A Disaster Recovery Plan is essential to any business. Business continuity plans have tended to focus on the risk posed by natural disasters such as flooding, fires, or cyber-threats. A global health pandemic like COVID-19—where no company property was destroyed but staff would be asked to work remotely for months or even years—tended not to even factor into their risk calculations.
From devastating floods to recent growing cyber threats, power outages, hardware failure or human error, there’s a lot that can go wrong in your organisation; much of which is out of your control.
From telecoms that can work wherever you are, implementing user-specific access control policies and presenting applications through the cloud, here are tips and advice for creating a robust coronavirus business continuity plan.
Tip 1: Business risk analysis
This may seem obvious, but you would be surprised how many organisation do not conduct an in-depth risk analysis of their business. The first stage in any disaster recovery project should be to assess the risks facing the organisation. Managers should link risk assessments to a business impact analysis. It is only by looking at risk and impact together that allows a director to scale your organisation’s priorities, and also to decide on the type of protection measures needed.
Some risks will be so great, and the impact so high, that only a formalised business continuity plan will reduce them. For others, a staged recovery plan might be acceptable. ITCS provides a free IT Security Audit so that you can assess the risks facing your business.
You should also consider supply chain risks. A supplier is likely to have its own business continuity arrangements, but its priorities and recovery objectives might not align with your own
You can’t protect against every possible threat, but the key is to have the most comprehensive picture possible of the risks facing the business and an understanding of their likelihood, how deeply they affect the business, and how long it would take to recover from them.
Tip 2: Break down IT Risks
IT failures remain a significant source of outages for businesses, and your IT Infrastructure will be critical for remote working. Industry analyst IDC calculates that half of organisations would not survive an outage that takes down their central IT systems “for an extended time”. But it is not easy to predict which parts of a system could fail, and the impact of the failure.
Directors need to adopt a similar approach to IT risks as they do to environmental, human or infrastructure risks. Experts should examine the likelihood of failure across all components of core systems, whether these are on-premise, outsourced or in the cloud.
IT teams should not just look at hardware, but at the risks posed by data loss and data corruption, including through cyber attacks or malware, and of application unavailability. They should then be able to rank systems in terms of how critical they are and how easily they can be restored or recovered.
Tip 3: Set recovery objectives
Your IT System audit will, in turn, set the key objectives for your Disaster Recovery Plan. This includes an understanding of acceptable periods of downtime, and their cost – something that can only be calculated in discussion with the business.

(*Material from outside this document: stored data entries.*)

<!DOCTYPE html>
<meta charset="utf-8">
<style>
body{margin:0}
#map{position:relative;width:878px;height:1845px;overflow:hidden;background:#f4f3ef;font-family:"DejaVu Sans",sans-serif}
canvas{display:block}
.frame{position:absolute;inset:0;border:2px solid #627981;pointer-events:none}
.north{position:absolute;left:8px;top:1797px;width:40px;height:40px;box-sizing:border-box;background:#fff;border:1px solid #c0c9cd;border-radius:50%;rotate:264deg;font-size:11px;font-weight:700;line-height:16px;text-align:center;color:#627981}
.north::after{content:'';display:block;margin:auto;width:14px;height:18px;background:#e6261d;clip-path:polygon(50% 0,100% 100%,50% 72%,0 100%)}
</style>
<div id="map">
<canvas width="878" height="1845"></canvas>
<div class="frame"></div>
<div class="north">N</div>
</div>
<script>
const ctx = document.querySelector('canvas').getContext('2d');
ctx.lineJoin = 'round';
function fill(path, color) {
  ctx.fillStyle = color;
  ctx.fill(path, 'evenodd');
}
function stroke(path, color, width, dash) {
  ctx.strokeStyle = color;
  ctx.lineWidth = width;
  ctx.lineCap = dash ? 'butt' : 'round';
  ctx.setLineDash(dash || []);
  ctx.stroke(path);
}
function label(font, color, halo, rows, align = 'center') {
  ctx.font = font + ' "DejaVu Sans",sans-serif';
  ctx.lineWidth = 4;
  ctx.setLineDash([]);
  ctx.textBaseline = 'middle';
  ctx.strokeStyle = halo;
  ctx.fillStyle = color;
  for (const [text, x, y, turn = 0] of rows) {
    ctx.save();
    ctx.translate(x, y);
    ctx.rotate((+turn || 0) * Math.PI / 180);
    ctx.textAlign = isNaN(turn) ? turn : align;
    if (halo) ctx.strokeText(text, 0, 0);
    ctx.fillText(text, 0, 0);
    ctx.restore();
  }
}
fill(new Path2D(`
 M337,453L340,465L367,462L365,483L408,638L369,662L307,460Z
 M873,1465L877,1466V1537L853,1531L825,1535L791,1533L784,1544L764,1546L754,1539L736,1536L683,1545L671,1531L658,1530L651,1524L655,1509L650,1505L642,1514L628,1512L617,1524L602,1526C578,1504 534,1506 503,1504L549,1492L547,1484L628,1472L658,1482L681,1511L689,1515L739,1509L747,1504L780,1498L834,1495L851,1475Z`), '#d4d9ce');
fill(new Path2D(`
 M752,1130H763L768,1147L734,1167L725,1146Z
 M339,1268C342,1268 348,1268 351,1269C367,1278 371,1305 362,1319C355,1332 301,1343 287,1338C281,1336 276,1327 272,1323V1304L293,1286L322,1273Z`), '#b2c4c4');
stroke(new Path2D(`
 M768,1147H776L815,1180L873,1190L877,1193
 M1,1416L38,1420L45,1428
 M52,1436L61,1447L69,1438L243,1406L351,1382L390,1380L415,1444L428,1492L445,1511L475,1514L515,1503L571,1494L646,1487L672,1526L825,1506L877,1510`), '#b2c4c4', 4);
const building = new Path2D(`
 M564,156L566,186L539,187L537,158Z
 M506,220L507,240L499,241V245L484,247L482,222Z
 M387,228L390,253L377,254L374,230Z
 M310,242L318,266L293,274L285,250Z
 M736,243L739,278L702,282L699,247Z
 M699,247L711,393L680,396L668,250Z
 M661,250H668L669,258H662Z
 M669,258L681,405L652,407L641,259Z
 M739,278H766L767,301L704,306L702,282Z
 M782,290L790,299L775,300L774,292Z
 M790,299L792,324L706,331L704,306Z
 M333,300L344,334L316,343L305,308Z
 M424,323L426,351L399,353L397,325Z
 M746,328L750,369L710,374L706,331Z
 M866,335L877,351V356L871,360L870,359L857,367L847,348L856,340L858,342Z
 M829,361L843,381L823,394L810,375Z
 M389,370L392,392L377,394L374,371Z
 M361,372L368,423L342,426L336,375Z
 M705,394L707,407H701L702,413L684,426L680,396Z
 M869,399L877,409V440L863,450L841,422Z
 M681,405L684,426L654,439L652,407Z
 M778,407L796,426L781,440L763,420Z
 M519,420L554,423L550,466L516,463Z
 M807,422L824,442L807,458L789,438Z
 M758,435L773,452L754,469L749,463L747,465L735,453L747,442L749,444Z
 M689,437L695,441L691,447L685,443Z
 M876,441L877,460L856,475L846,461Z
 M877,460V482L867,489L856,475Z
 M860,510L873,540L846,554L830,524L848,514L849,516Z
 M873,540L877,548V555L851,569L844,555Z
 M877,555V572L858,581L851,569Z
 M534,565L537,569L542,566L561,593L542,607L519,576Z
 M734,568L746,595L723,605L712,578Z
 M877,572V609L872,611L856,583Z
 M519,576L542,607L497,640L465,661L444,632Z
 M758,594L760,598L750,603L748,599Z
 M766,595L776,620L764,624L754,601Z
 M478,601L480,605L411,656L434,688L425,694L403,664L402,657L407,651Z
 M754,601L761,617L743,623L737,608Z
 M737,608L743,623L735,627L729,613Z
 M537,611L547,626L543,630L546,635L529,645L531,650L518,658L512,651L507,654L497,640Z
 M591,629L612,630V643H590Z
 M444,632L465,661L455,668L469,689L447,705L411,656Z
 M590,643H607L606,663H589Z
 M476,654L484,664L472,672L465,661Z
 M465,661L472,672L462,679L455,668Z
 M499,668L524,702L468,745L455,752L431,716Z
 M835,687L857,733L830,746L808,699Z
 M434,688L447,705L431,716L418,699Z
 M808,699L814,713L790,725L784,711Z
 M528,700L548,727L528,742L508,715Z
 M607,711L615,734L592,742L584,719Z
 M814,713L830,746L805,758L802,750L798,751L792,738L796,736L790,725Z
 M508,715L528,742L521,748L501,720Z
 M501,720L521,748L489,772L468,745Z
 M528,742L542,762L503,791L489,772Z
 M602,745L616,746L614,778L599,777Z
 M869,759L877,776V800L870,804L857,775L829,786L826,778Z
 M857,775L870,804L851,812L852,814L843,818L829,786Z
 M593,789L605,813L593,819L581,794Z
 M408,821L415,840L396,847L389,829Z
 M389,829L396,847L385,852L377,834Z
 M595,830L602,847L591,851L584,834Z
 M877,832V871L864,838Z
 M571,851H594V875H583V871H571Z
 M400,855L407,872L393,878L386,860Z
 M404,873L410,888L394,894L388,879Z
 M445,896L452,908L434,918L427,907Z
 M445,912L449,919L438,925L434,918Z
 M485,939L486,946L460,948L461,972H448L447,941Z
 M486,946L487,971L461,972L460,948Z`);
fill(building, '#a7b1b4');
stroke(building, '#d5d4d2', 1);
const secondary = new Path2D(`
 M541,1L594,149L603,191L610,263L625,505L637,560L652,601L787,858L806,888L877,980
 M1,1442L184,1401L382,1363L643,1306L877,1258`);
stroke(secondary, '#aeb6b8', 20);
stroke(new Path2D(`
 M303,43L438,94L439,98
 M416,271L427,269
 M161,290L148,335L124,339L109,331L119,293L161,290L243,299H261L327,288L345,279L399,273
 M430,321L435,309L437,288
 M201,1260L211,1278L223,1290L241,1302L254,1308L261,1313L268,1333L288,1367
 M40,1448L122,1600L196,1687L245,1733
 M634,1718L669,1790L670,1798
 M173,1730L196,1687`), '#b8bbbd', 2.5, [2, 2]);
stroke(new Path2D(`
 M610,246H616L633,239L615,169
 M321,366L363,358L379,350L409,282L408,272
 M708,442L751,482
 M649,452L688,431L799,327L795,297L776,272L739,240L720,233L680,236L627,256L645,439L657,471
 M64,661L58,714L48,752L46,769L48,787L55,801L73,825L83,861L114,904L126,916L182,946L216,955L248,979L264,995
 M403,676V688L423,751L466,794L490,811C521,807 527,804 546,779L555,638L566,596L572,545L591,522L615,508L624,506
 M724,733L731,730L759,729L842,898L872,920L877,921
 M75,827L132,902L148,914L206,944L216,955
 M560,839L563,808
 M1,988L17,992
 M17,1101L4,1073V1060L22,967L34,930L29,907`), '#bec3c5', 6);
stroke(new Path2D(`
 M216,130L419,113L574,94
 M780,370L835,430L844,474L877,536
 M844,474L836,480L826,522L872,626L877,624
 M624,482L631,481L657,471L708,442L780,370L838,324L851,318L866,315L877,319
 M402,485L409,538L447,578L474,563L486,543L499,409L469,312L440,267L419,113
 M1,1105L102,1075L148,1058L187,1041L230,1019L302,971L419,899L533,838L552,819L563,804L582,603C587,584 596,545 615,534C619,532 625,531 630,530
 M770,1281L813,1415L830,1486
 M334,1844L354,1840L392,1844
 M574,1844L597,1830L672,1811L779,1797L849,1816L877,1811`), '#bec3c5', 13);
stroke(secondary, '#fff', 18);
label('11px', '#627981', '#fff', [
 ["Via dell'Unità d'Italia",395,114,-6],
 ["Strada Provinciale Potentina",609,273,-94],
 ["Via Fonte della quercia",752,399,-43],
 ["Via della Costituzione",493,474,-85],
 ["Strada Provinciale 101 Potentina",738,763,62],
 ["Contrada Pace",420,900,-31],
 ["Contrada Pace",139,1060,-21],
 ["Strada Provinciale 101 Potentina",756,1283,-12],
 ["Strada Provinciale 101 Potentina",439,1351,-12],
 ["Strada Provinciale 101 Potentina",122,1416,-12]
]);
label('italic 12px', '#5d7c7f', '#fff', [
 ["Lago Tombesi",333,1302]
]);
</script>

The disaster recovery plan is likely to consist of resilience, availability, and business continuity measures, along with backup and recovery strategies and a degree of managed failure.
This might include contingency plans, such as staff working from home using cloud-based applications and mobile phones, through to access to high-end business continuity locations. Fortunately, cloud-to-cloud backup of application data and backup of on-premise data to the cloud are both helping businesses of all sizes to become more resilient.
Tip 4: Set your response strategy
Disaster recovery is the archetypal “people, process and technology” challenge. Unless the outage is brief enough to get by on cloud-based services and through remote working, the business will need to consider alternative working locations and how to move staff and technology there.
If the outage affects a data-center and systems fail-over to a secondary site, IT will need to work to restore the primary location or find a new one, as well as ensure that the now single fail-over site is backed up too.
The main way to contain a disaster, and to ensure effective recovery, is to maintain good communications. The business should, in advance, appoint a person to lead the disaster response. This person does not have to be the person who wrote the DR plan but does need to be familiar with it.
The disaster response team should include experts from outside IT, including HR, as well as representatives from business operations. Crucially, the team should have a way to communicate in an emergency and, ideally, take part in any DR exercises.
Tip 5: Test the DRS Plan
Testing your disaster recovery or business continuity plan through an exercise can be disruptive, but they are necessary. A DRS exercise will test if the plan needs to be reviewed or updated.
It is only by testing that a firm will know whether the plan works and whether it is resilient enough to perform under pressure. Simulation, and testing the communications systems, is the best way to expose any weaknesses. Teams can then feed insights gained from the testing phase back into the risk assessment and business impact analysis, fine-tuning the plan as they go.
The unfortunate reality is that it is impossible to prevent every business risk and that no matter how much you prepare, there are still risks. However, being proactive now also means you, and your business will be better able to react rapidly and intelligently when something does happen.